Most notably, using a float key with DatafFrame.iloc will now raise an error:
Old Behavior:
In [14]: df
Out[14]:
d e f
a 1 0 0
b 0 1 0
c 0 0 1
In [15]: df.iloc[1.0]
FutureWarning: scalar indexers for index type Index should be integers and not floating point
type(self).__name__),FutureWarning)
Out[15]:
d 0
e 1
f 0
Name: b, dtype: float64
New Behavior:
In [15]: df.iloc[1.0]
...
TypeError: cannot do positional indexing on <class 'pandas.indexes.base.Index'> with these indexers [1.0] of <type 'float'>
Rolling and Expanding Functions
In Pandas 18, the rolling_* and expanding_* families of functions (e.g. rolling_mean and expanding_mean) were changed to behave more like groupby.
Old Style:
In [13]: df
Out[13]:
a b c
0 1.788628 0.436510 5
1 -1.863493 -0.277388 5
2 -0.082741 -0.627001 5
3 -0.477218 -1.313865 5
4 0.881318 1.709573 5
In [14]: pd.rolling_mean(df, 3)
Out[14]:
a b c
0 NaN NaN NaN
1 NaN NaN NaN
2 -0.052535 -0.155960 5
3 -0.807817 -0.739418 5
4 0.107120 -0.077097 5
In [15]: pd.rolling_min(df, 3)
Out[15]:
a b c
0 NaN NaN NaN
1 NaN NaN NaN
2 -1.863493 -0.627001 5
3 -1.863493 -1.313865 5
4 -0.477218 -1.313865 5
New Style:
In [6]: df.rolling(3).mean()
Out[6]:
a b c
0 NaN NaN NaN
1 NaN NaN NaN
2 -0.052535 -0.155960 5.0
3 -0.807817 -0.739418 5.0
4 0.107120 -0.077097 5.0
In [7]: df.rolling(3).min()
Out[7]:
a b c
0 NaN NaN NaN
1 NaN NaN NaN
2 -1.863493 -0.627001 5.0
3 -1.863493 -1.313865 5.0
4 -0.477218 -1.313865 5.0
For more details on this change, see the pandas changelog
Bugs
At least one bug introduced in Pandas 0.17 is known to affect a small number of algorithms. DataFrame.tranpose is broken when the frame being transposed contains a column of the new tz-aware datetime dtype. This issue manifests as an AssertionError with a message of AssertionError: Number of Block dimensions (1) must equal number of axes (2).

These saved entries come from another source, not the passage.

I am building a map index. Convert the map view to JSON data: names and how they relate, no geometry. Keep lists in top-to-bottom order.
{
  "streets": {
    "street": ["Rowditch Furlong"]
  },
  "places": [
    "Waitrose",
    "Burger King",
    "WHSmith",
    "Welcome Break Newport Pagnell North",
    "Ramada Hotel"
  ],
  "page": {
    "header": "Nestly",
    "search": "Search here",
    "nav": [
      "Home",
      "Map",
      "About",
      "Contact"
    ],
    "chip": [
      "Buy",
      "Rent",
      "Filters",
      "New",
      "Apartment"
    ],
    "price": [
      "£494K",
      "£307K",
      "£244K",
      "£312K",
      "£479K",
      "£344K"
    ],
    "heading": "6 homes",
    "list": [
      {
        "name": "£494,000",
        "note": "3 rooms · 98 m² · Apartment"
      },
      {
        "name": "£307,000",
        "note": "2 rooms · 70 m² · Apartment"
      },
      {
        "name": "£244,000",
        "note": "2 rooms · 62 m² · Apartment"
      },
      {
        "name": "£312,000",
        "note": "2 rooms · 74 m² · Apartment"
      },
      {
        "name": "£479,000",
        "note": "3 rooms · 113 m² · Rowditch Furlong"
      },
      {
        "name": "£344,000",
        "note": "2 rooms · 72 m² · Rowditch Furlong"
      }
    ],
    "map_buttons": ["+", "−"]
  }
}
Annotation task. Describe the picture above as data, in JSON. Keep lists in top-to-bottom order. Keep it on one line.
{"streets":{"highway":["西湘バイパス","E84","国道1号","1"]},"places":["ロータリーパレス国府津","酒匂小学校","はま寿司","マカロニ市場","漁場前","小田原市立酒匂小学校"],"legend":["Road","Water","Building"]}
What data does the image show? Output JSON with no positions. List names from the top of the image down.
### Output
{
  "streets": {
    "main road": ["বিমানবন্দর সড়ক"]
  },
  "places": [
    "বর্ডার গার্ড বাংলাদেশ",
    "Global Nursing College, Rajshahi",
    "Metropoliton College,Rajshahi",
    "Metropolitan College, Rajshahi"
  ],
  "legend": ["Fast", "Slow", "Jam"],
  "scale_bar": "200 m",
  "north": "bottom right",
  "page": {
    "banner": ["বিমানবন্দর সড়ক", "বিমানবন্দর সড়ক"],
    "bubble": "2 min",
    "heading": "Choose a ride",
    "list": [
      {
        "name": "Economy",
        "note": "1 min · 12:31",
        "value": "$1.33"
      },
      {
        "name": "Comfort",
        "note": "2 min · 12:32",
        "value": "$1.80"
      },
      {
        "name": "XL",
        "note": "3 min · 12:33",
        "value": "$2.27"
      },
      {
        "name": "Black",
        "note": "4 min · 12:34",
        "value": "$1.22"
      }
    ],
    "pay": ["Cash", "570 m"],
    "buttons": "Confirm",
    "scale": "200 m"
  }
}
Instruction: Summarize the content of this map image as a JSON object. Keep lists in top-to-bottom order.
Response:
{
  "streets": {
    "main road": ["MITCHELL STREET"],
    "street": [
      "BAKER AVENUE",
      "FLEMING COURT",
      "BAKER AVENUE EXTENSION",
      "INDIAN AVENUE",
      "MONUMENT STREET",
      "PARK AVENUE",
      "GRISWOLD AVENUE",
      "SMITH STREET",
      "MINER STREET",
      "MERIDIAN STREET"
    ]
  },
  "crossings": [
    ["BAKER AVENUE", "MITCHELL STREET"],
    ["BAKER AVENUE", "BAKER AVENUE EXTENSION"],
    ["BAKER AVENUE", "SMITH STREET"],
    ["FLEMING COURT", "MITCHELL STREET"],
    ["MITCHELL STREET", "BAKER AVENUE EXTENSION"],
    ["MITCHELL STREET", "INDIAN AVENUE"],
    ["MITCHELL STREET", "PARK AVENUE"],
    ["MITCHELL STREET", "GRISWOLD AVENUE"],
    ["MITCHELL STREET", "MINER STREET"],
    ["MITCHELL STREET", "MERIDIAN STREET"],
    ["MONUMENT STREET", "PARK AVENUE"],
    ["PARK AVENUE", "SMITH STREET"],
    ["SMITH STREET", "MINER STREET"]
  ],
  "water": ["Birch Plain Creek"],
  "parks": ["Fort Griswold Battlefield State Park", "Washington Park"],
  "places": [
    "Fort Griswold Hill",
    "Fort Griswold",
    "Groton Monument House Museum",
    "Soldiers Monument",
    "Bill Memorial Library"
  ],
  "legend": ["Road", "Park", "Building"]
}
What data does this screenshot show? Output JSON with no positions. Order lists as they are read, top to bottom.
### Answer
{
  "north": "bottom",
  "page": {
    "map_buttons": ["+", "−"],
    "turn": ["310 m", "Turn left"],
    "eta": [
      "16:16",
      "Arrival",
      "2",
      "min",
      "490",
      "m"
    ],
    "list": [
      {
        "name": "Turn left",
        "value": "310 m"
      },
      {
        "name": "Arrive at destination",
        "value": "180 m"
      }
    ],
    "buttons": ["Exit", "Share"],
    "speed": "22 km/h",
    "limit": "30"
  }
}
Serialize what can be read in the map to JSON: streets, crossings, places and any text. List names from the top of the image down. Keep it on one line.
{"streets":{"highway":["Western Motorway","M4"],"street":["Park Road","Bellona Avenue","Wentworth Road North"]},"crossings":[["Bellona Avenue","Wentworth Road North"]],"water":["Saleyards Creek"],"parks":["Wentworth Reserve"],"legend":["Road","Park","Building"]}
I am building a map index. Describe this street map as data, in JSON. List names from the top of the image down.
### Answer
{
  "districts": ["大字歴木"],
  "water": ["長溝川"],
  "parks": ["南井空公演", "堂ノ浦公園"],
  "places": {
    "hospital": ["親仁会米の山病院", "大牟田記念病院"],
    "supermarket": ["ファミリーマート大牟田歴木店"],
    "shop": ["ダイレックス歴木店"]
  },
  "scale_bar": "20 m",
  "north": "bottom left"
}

Usage of the DataFrame.transpose() method is, in general, discouraged. transpose is very rarely necessary, and it can impose a significant performance penalty when applied to DataFrames containing multiple data types. In cases where transpose() is necessary, users may have to ensure that their frames do not contain tz-aware datetimes.